**Exercise aim:**
When you reach the line containing "Bounding boxes for" in the data below, reproduce it and every line that follows, exactly and without additions.

**Task material:**
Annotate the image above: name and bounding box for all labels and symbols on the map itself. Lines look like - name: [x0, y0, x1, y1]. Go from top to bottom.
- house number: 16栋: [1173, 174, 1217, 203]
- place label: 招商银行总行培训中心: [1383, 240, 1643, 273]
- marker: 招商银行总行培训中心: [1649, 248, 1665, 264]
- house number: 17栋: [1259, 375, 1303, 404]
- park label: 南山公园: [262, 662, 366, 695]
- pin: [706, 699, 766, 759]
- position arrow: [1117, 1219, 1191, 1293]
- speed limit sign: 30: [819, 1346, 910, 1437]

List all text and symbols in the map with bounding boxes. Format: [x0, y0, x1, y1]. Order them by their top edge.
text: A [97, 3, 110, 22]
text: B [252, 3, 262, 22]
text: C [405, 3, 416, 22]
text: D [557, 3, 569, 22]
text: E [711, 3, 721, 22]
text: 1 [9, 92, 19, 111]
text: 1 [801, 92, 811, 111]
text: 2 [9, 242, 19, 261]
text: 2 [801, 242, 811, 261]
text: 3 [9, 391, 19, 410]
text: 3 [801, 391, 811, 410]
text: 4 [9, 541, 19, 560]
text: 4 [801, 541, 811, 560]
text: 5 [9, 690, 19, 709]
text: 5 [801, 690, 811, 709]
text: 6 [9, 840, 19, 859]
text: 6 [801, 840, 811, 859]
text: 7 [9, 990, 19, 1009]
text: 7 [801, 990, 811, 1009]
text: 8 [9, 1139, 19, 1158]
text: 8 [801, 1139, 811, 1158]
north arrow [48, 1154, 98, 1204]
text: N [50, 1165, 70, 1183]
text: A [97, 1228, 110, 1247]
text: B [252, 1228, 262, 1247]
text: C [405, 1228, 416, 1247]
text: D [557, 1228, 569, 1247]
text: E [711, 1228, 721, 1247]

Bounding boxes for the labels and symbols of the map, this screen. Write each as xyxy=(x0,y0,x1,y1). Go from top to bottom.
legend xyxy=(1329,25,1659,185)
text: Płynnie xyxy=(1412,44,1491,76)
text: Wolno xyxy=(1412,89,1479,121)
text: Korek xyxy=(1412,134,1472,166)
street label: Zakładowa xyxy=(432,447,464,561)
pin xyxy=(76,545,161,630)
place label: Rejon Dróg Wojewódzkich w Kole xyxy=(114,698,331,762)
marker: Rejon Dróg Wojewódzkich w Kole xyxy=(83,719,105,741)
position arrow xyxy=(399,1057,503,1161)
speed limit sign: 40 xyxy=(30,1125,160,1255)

**Problem solution:**
Bounding boxes for the labels and symbols of the map, this screen. Write each as xyxy=(x0,y0,x1,y1). Go from top to bottom.
legend xyxy=(1329,25,1659,185)
text: Płynnie xyxy=(1412,44,1491,76)
text: Wolno xyxy=(1412,89,1479,121)
text: Korek xyxy=(1412,134,1472,166)
street label: Zakładowa xyxy=(432,447,464,561)
pin xyxy=(76,545,161,630)
place label: Rejon Dróg Wojewódzkich w Kole xyxy=(114,698,331,762)
marker: Rejon Dróg Wojewódzkich w Kole xyxy=(83,719,105,741)
position arrow xyxy=(399,1057,503,1161)
speed limit sign: 40 xyxy=(30,1125,160,1255)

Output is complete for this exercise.